Proper distance between events is invariant, but between world lines it is frame dependent. In a local inertial (free fall) frame near Earth the proper distance between the top and bottom of building decreases with time, while in a noninertial frame where the building is stationary, the proper distance is constant.

Yes, but I didn't consider an inertial frame. Is the proper distance between the top and the bottom of the rocket the same in both noninertial frames, hovering with g stationary above Earth and accelerating with g in flat spacetime?

Do we calculate the proper distance in the hovering case ##d\sigma=dr/\sqrt(1-2M/r)^{1/2}## but different when accelerating in flat space?

 

[PAllen]

Yes, but I didn't consider an inertial frame. Is the proper distance between the top and the bottom of the rocket the same in both noninertial frames, hovering with g stationary above Earth and accelerating with g in flat spacetime?

Do we calculate the proper distance in the hovering case ##d\sigma=dr/\sqrt(1-2M/r)^{1/2}## but different when accelerating in flat space?

We define it to be the same.

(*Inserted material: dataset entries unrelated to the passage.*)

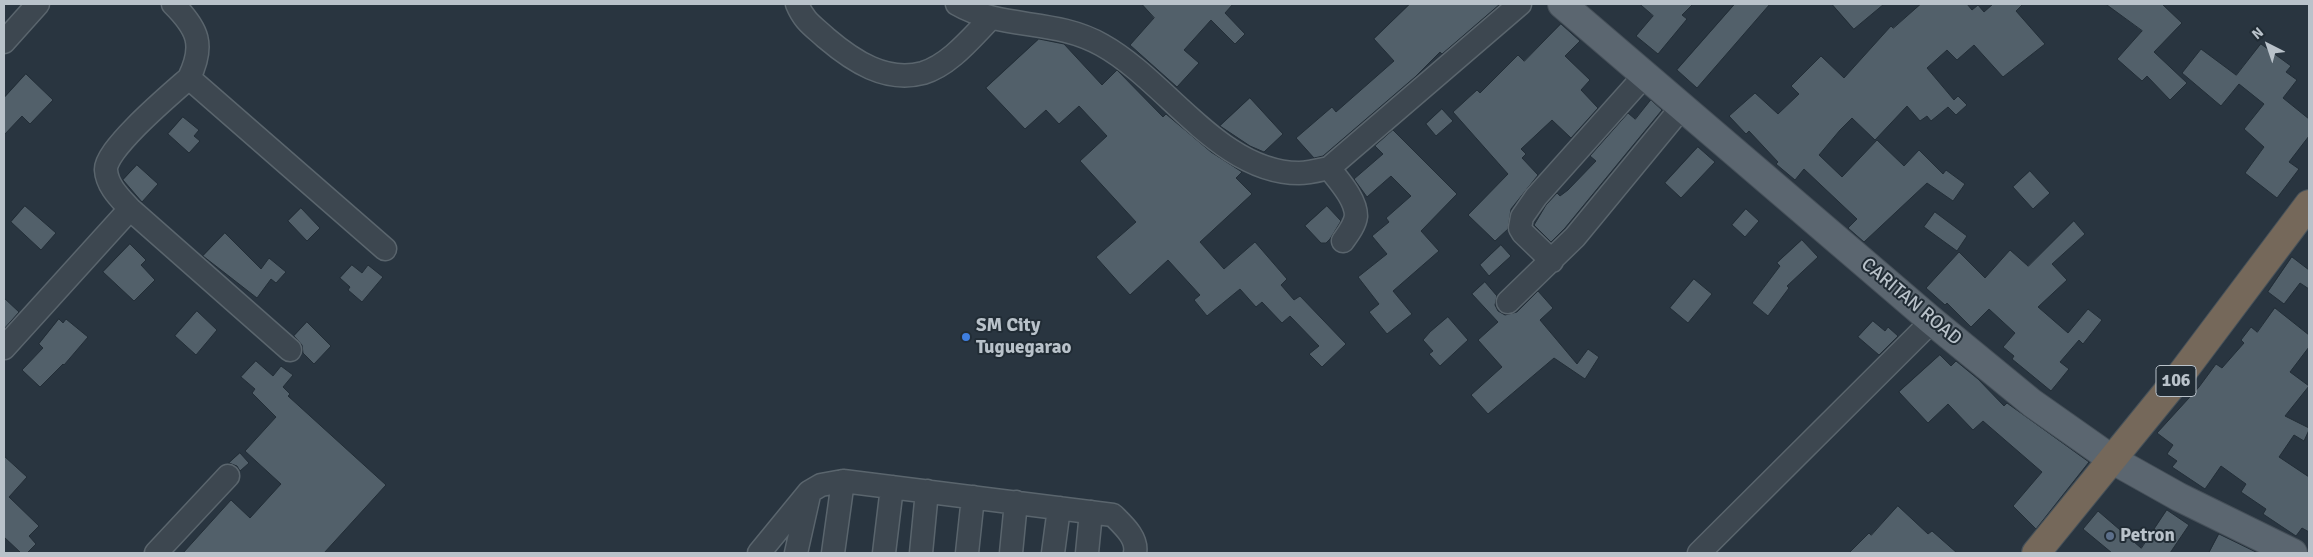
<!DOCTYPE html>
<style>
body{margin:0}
#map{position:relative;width:2313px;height:557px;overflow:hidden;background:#293540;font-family:Signika,sans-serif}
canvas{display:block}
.frame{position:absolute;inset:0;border:5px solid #b9c2ca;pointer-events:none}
.north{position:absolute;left:2243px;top:20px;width:50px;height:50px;-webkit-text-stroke:4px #212c35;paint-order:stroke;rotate:319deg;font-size:14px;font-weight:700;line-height:20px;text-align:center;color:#b9c2ca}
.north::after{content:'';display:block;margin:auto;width:18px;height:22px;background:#b9c2ca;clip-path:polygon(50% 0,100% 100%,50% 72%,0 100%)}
</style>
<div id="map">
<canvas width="2313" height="557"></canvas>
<div class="frame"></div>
<div class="north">N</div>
</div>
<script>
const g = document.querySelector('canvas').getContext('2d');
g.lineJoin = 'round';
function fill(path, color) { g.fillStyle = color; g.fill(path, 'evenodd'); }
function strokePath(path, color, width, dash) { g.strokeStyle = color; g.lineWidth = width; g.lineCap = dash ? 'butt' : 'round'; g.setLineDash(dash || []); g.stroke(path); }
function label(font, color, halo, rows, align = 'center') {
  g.font = font + ' Signika,sans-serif'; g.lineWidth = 4; g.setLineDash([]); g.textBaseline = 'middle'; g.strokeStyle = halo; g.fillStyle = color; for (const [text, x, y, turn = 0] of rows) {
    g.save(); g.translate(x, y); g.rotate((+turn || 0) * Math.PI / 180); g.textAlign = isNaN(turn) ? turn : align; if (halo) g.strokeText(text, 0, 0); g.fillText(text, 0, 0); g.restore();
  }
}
const building = new Path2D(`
 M1142,4H1233L1225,13L1245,34L1235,44L1211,20L1184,50L1199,63L1177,87L1130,45L1154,18Z
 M1410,4H1500L1442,54L1440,52L1415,77L1323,156L1314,158L1296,138L1332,107L1336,112L1394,61L1374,39Z
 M1640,4H1693L1682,15L1687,19L1658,54L1636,36L1653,16Z
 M1735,4H1770L1697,88L1677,70Z
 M1832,4H1884L1854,29Z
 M1921,4H1967L1972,10L1978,5L1984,12L1993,4H2023L2016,11L2045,44L2003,77L1974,45L1957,60L1947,50L1927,68L1954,100L1958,96L1967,105L1956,115L1948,107L1931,121L1927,116L1920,121L1907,106L1875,140L1852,118L1840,130L1819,155L1842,177L1877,140L1904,166L1919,150L1943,174L1946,170L1965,184L1953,201L1927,183L1864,242L1848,228L1857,219L1804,169L1795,180L1776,164L1778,162L1749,131L1746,134L1729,116L1755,93L1778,114L1799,94L1791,86L1821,56L1844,78L1891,26L1893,28Z
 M2106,4H2162L2182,23L2154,52L2187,83L2170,100L2147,76L2142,81L2117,59L2142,31Z
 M1561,24L1580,41L1565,56L1590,80L1581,90L1598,108L1571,138L1552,120L1521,149L1526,154L1522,158L1538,175L1511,209L1508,229L1495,241L1468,215L1508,174L1453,112L1477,90L1480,93L1518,55L1524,61Z
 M1039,39L1064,44L1102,85L1117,70L1163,117L1166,114L1211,152L1242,172L1236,178L1252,194L1200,242L1224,269L1255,242L1287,279L1281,285L1294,300L1300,296L1346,344L1322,367L1309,354L1319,346L1290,316L1282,323L1262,302L1256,307L1240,289L1207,316L1194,300L1200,295L1168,260L1130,295L1096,257L1136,222L1080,161L1107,136L1079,106L1059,124L1046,110L1025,129L986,88Z
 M2261,44L2291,66L2286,72L2297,80L2283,98L2309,119V136L2289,162L2299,169L2277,198L2245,173L2264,147L2244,129L2264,104L2239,84L2221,106L2182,73L2201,49L2236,75Z
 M26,74L53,100L30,124L22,116L4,135V98Z
 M1250,98L1283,134L1264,152L1250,146L1220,126Z
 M1651,100L1662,110L1565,228L1551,242L1534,225L1546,205L1557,193L1560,196L1568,190L1596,161L1590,156L1628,113L1635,119Z
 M1442,109L1453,121L1436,136L1426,124Z
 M183,117L199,130L194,136L200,141L189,153L168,134Z
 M1393,130L1457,194L1421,231L1439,251L1393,291L1412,314L1387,334L1369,312L1379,304L1358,277L1387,254L1372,236L1389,222L1386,218L1411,196L1391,176L1367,197L1354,179L1383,154L1375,146Z
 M1698,147L1715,162L1681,198L1665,183Z
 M137,165L158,184L142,202L123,180Z
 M2030,171L2050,193L2033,209L2013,187Z
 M25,206L56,233L41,250L11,222Z
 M1327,206L1341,221L1330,239L1326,243H1321L1305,226Z
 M301,208L320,228L307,241L288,221Z
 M1746,209L1759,221L1745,237L1732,225Z
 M1935,212L1967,236L1957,251L1924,227Z
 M2074,221L2085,234L2052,264L2067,280L2038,307L2068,333L2088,309L2102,320L2083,344L2079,340L2060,362L2069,369L2051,391L2012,359L2014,356L2003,347L2015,333L1989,309L1971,327L1947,303L1945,305L1926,288L1959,252L1985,278L2010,250L2028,266Z
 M225,233L261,269L269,258L286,272L276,283L271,279L257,298L203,256Z
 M1802,240L1818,257L1787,286L1789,288L1768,316L1752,303L1780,266L1777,263Z
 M130,244L146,260L141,265L155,280L134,301L103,272Z
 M1501,245L1511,256L1489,276L1480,265Z
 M2292,257L2309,270V289L2300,283L2284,304L2268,292Z
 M352,265L362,273L368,265L383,277L362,302L348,290L350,287L340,278Z
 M1694,279L1712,294L1688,323L1670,308Z
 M1485,282L1497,296L1495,305L1498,311L1505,315L1517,312L1538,291L1553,308L1540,320L1577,364L1588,349L1599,357L1585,379L1554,358L1488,414L1471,395L1502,367L1478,340L1498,322L1472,294Z
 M4,298L19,312L4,329Z
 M2275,308L2309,335V347L2290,372L2309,386L2285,416L2309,428V430L2304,441L2294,435L2279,457L2309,477V532L2302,528L2296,536L2263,514L2266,509L2241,492L2246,484L2221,466L2205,489L2172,467L2177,461L2167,454L2173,445L2157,433L2199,387L2216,364L2222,368L2244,343L2241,340L2251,327L2257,332Z
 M197,311L217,330L196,355L175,336Z
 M1448,317L1468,340L1440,366L1429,354L1433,351L1423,340L1430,332Z
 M59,319L63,323L66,319L88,337L64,365L63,364L40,387L22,370L43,348L39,344Z
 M1873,321L1885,331L1888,327L1898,336L1879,355L1858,337Z
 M307,322L331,346L314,364L303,353L302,345L294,336Z
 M1940,355L1951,366L1956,361L1978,379L2004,406L2007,403L2089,462L2036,529L2013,506L2042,472L1983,421L1973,430L1948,404L1928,423L1899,392Z
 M256,361L273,376L281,366L293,375L283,387L290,394L288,396L386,485L324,553H183L231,500L250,518L281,484L245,451L276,417L252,393L255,389L241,377Z
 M240,453L249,463L240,471L237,466L229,463Z
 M4,456L27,477L9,497L39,526L29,536L36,544L27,553H21L4,537Z
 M1898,506L1928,534L1932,531L1957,553H1849L1869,533L1871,535Z
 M2167,510L2189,525L2170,553H2112L2083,529L2098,511L2141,548Z
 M2219,534L2258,553H2209Z`);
const minor = new Path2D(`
 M173,4C198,29 205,45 189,78C172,93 104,150 106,170C107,186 120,198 130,209L290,350
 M797,4C804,21 813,26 826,38C853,61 886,83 923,73C950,65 972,37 991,18
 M957,4C1002,30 1055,18 1102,45C1167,81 1220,173 1299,173C1309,173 1320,170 1329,168L1520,4
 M4,42L38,4
 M189,78L385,249
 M1329,168C1339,181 1356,199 1356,216C1355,225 1348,234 1343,241
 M1552,261L1523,233L1520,228L1522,217L1536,197L1645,75
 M1508,302L1575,237L1682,107
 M4,348L130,209
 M156,553L228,476
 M759,553L809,492L821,485L843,481L1113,515C1123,525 1138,538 1135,553
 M796,553L809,495
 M833,553L843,481
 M884,553L892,487
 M921,553L927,491
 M967,553L973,497
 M1011,553L1016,502
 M1053,553L1059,508
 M1087,553L1091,512
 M1699,553L1932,321`);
const major = new Path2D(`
 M1562,4L1932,321L2032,403L2113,460L2179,497L2293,553`);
const highway = new Path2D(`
 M2036,553L2179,377L2309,204`);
const markers = [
 [966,337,5,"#3f7fe0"],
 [2110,536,5,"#5c6f8a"]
];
const shields = [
 [2176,381,40]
];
const shieldNames = [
 ["106",2176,381]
];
const streetNames = [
 ["CARITAN ROAD",1911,302,40]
];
const poiNames = [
 ["SM City",976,326],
 ["Tuguegarao",976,348],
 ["Petron",2120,536]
];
fill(building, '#52606a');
strokePath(building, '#232e37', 1);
strokePath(minor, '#5a656d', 25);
strokePath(major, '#465059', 30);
strokePath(highway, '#47525a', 30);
strokePath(minor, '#3d4750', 22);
strokePath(major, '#5b6670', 28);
strokePath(highway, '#75685a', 28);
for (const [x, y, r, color] of markers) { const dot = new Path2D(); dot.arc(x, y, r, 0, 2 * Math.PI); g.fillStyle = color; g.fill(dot); strokePath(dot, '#212c35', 2); }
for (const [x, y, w] of shields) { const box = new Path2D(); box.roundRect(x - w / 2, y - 15.5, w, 31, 4); g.fillStyle = '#212c35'; g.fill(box); strokePath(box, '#b9c2ca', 1); }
label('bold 18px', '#b9c2ca', null, shieldNames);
label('19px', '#b9c2ca', '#212c35', streetNames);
label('bold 19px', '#b9c2ca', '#212c35', poiNames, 'left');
</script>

We want to compare e.g. a 100 meter rocket or building in both cases, with non changing distance determined, e.g. by successive round trip radar measurements. Then the time dilation will be the same to high precision. There will be a small second order difference in the time dilation, but that can be made arbitrarily small by considering a hypothetical planet of very large mass and very low density (thus large radius) such that its surface gravity is g. Also, this second order difference plays no role in Schild's argument.

 

[stevendaryl]

We define it to be the same. We want to compare e.g. a 100 meter rocket or building in both cases, with non changing distance determined, e.g. by successive round trip radar measurements. Then the time dilation will be the same to high precision. There will be a small second order difference in the time dilation, but that can be made arbitrarily small by considering a hypothetical planet of very large mass and very low density (thus large radius) such that its surface gravity is g. Also, this second order difference plays no role in Schild's argument.

Well, are we any closer to figuring out what Schild's argument actually means? To first order, there is no observable difference between gravitational time dilation and acceleration-dependent time dilation. So how can gravitational time dilation prove that spacetime is curved?